Robert Fisk: The erosion of free speech
It was the wrong sort of courage and she was defending the freedom of the wrong people
You've got to fight. It's the only conclusion I can draw as I see the renewed erosion of our freedom to discuss the Middle East. The most recent example - and the most shameful - is the cowardly decision of the New York Theatre Workshop to cancel the Royal Court's splendid production of My Name Is Rachel Corrie.
It's the story - in her own words and emails - of the brave young American woman who travelled to Gaza to protect innocent Palestinians and who stood in front of an Israeli bulldozer in an attempt to prevent the driver from destroying a Palestinian home. The bulldozer drove over her and then reversed and crushed her a second time. "My back is broken," she said before she died.

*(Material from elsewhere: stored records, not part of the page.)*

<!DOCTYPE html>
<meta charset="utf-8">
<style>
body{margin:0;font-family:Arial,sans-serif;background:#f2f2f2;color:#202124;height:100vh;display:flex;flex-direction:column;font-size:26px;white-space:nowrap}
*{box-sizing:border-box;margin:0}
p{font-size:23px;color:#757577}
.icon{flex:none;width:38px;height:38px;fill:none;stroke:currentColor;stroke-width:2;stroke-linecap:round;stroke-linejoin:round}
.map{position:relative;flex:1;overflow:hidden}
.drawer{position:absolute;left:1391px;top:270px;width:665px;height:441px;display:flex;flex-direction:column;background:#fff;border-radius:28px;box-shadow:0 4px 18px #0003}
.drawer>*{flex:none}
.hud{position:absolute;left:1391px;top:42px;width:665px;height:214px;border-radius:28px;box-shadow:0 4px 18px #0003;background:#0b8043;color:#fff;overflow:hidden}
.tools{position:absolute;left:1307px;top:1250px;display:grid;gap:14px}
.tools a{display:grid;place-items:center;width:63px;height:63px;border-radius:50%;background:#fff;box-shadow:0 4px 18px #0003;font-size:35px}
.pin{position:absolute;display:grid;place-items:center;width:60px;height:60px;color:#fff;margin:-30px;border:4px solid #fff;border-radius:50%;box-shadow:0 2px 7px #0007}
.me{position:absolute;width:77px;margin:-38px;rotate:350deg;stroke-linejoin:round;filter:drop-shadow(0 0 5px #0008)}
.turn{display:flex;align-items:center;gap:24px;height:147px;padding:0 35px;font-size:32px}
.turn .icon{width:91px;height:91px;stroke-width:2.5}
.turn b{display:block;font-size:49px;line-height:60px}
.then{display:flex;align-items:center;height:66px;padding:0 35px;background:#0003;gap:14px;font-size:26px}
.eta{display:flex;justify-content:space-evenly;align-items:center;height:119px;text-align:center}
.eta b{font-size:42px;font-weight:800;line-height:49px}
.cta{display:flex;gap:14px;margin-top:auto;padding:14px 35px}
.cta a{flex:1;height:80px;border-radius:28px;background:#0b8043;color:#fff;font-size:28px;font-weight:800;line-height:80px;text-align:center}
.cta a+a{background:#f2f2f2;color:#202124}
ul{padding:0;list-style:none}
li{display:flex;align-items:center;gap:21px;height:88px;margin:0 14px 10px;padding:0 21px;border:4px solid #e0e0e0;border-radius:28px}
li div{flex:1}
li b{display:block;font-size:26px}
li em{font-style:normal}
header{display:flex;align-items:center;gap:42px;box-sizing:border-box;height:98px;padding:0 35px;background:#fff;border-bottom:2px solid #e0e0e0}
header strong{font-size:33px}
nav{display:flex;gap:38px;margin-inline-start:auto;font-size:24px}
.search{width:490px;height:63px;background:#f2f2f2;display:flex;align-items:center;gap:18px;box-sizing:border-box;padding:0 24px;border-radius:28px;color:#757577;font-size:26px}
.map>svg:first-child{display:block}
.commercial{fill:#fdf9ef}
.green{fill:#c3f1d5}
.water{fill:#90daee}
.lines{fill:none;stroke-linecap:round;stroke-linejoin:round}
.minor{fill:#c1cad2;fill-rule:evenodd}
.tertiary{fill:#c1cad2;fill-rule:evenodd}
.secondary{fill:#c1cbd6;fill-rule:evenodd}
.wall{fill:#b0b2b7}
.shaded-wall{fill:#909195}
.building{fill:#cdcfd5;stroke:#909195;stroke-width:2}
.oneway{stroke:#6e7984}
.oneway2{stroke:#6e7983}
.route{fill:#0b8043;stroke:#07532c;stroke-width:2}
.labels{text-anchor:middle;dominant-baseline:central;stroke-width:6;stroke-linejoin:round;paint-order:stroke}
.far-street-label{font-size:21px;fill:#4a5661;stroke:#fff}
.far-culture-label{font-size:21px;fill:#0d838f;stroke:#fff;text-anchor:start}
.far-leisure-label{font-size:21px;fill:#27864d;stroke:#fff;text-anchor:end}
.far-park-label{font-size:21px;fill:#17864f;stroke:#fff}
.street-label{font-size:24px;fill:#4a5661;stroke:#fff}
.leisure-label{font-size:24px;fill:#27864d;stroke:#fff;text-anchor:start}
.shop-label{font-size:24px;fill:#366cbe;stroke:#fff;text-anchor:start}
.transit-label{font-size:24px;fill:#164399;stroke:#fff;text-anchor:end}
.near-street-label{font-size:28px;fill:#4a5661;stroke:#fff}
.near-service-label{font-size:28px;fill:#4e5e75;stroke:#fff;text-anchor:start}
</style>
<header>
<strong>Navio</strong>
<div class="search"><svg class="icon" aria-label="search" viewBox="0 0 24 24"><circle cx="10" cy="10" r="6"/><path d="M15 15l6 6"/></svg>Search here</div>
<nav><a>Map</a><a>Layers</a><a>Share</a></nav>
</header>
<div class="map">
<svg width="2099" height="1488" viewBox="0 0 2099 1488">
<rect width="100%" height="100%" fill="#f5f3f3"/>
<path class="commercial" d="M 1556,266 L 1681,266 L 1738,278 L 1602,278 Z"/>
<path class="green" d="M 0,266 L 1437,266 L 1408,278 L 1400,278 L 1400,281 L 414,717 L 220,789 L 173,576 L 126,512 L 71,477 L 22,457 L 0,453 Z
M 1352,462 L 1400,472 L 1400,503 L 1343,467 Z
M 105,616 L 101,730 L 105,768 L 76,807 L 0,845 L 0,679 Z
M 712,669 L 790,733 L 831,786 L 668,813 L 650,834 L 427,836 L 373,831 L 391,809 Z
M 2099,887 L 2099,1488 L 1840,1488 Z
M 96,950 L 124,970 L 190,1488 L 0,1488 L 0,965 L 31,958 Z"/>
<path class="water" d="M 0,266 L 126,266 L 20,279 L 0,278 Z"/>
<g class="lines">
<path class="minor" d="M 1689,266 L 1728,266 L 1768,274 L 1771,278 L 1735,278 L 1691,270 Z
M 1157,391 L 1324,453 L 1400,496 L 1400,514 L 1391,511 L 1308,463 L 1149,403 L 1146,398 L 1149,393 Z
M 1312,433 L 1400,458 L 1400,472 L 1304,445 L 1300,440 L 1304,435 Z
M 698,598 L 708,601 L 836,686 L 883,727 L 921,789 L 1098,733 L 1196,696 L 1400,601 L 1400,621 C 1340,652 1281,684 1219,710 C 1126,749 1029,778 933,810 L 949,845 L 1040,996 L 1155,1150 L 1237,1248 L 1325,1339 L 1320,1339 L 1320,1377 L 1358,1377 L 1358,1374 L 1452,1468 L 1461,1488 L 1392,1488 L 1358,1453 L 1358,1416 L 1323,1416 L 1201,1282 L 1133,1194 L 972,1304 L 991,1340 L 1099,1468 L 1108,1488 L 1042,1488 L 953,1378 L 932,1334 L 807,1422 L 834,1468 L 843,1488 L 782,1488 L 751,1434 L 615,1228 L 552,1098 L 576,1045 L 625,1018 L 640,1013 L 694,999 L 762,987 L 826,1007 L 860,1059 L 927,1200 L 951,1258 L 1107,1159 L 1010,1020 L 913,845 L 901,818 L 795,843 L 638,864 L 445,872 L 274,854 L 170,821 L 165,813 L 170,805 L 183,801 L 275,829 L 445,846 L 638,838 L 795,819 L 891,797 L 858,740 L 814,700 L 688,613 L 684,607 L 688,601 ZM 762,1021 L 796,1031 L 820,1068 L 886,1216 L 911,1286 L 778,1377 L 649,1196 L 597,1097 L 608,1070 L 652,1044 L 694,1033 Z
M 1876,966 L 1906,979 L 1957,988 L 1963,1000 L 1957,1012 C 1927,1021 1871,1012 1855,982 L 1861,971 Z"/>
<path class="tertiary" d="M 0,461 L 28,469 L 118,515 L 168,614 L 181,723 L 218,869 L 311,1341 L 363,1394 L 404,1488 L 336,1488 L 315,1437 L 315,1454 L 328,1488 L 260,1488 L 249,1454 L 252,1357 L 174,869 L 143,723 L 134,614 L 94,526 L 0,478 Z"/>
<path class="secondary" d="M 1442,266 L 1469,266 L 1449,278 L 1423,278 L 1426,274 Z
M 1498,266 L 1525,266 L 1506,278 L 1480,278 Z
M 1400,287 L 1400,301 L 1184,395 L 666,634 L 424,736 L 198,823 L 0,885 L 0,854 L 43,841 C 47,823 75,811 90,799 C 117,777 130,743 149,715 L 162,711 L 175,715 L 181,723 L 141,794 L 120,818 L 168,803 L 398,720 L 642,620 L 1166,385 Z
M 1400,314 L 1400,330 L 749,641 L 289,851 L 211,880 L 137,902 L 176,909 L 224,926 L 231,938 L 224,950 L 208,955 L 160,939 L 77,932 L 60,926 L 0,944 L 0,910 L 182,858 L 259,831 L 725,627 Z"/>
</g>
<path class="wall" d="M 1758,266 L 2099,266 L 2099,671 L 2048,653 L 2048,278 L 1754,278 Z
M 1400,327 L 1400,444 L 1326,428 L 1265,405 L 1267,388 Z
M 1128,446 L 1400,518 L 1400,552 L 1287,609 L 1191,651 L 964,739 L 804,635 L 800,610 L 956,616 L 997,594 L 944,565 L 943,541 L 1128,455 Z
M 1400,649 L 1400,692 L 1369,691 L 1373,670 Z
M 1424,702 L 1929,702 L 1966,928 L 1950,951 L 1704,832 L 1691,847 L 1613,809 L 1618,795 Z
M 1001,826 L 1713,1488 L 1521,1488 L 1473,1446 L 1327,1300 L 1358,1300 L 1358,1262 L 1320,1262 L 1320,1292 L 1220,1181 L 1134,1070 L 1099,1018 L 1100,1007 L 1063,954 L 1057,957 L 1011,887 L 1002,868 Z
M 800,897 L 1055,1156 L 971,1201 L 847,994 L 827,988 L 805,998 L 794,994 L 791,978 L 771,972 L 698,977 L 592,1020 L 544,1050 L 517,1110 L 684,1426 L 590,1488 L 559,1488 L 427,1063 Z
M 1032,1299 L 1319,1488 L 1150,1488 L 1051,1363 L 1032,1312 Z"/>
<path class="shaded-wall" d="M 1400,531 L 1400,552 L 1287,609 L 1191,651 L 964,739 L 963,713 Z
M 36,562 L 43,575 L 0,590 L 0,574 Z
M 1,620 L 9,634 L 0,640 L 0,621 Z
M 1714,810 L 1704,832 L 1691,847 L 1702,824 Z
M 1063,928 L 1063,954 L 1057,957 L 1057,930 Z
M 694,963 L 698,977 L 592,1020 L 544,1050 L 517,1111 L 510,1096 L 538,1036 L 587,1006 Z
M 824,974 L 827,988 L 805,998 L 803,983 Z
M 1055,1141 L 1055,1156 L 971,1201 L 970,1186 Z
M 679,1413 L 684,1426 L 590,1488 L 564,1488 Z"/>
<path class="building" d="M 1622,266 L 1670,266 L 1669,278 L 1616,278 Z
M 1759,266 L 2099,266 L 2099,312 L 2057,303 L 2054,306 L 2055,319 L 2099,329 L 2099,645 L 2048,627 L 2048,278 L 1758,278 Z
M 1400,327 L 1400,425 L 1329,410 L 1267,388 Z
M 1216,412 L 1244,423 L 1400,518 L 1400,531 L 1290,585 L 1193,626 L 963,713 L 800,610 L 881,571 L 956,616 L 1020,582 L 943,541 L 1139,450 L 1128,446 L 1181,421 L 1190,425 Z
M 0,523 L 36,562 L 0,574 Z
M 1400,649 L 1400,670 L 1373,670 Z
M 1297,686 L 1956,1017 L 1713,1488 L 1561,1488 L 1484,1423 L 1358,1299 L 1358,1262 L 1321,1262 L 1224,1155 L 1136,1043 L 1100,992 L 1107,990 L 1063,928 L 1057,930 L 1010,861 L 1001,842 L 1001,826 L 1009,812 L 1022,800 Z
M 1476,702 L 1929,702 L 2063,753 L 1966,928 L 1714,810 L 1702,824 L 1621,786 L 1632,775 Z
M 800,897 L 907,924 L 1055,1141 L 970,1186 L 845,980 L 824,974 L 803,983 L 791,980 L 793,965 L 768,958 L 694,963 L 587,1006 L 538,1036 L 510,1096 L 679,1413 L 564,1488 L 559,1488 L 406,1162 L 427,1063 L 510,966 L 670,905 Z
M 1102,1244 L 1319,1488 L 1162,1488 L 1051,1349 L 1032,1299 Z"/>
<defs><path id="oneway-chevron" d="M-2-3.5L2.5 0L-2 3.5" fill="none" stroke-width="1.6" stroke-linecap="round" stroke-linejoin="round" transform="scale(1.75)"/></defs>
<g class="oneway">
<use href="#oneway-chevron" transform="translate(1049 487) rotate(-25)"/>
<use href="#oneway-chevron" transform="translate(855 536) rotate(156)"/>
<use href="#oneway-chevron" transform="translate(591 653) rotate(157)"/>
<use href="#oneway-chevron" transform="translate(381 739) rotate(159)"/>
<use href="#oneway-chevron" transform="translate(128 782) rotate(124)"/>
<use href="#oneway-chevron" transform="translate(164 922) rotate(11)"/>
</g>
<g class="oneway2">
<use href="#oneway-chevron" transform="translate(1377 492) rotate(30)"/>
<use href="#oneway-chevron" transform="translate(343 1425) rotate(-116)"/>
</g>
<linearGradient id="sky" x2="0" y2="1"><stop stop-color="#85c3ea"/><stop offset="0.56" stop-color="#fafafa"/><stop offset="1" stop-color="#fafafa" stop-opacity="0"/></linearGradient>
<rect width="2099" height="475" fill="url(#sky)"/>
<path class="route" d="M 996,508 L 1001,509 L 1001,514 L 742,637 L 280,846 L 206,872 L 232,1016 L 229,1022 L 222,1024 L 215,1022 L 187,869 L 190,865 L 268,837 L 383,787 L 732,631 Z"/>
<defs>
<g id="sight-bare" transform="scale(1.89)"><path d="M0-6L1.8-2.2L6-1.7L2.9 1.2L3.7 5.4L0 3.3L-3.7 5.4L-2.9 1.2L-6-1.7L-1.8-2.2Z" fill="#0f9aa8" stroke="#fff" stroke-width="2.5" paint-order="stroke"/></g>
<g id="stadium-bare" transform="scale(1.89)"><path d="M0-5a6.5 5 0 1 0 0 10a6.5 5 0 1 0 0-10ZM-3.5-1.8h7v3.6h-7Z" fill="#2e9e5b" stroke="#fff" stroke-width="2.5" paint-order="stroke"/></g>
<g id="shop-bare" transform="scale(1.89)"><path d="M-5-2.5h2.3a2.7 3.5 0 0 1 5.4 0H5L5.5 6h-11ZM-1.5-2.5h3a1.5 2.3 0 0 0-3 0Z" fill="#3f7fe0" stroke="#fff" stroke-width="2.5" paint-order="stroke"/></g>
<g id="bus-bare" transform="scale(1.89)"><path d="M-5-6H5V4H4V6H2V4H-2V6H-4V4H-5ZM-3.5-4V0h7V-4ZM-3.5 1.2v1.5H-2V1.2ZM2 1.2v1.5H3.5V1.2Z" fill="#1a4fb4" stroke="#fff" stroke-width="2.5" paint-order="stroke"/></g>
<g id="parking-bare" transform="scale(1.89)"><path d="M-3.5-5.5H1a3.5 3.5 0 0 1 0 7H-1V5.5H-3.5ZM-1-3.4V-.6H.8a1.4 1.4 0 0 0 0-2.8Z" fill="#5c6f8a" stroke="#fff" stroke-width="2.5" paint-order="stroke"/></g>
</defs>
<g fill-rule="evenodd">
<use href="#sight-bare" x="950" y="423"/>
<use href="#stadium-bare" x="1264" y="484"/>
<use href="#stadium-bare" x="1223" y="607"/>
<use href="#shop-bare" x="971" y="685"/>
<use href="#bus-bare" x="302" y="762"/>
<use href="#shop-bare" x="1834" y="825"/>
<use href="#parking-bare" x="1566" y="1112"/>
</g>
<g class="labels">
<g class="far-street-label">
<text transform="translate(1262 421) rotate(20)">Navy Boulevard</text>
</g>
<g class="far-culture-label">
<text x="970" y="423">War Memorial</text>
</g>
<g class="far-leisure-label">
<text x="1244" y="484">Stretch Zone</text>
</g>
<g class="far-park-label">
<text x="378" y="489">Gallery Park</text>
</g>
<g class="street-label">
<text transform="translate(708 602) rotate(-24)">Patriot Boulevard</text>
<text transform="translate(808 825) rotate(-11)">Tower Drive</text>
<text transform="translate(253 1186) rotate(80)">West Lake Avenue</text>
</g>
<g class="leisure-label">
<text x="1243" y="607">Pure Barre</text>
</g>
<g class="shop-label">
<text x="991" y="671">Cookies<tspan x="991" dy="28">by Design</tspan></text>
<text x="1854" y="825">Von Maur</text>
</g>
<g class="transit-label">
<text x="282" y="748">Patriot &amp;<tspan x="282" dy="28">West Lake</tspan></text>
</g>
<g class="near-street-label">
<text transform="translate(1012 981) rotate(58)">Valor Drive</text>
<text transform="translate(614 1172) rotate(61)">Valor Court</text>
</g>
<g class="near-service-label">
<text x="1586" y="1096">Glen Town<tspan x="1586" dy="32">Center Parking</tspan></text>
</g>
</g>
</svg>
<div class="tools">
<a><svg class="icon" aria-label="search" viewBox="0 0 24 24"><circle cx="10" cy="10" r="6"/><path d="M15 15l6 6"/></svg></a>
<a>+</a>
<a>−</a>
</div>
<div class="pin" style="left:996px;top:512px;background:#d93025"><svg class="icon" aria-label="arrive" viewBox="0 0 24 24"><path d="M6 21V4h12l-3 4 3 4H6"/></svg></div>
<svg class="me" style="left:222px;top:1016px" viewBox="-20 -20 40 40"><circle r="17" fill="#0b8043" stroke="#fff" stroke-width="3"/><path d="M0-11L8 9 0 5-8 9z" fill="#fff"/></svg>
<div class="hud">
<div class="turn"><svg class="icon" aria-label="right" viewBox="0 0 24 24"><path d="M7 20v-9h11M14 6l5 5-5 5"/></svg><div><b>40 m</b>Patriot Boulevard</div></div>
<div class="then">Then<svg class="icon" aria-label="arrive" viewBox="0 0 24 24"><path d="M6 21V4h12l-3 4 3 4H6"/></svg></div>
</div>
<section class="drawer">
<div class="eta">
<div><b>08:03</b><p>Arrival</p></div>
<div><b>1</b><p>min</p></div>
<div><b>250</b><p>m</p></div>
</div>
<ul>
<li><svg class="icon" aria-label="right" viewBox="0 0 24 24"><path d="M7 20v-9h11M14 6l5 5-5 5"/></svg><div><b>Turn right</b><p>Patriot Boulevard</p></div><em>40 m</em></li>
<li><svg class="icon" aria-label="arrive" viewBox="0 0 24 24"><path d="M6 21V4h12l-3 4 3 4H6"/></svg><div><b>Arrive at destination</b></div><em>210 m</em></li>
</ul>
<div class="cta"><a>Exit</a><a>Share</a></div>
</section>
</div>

An American heroine, Rachel earned no brownie points from the Bush administration which bangs on about courage and freedom from oppression every few minutes. Rachel's was the wrong sort of courage and she was defending the freedom of the wrong people. But when I read that James Nicola, the New York Theatre Workshop's "artistic director" - his title really should be in quotation marks - had decided to "postpone" the play "indefinitely" because (reader, hold your breath) "in our pre-production planning and our talking around and listening in our communities (sic) in New York, what we heard was that after Ariel Sharon's illness and the election of Hamas. ... we had a very edgy situation", I didn't know whether to laugh or cry.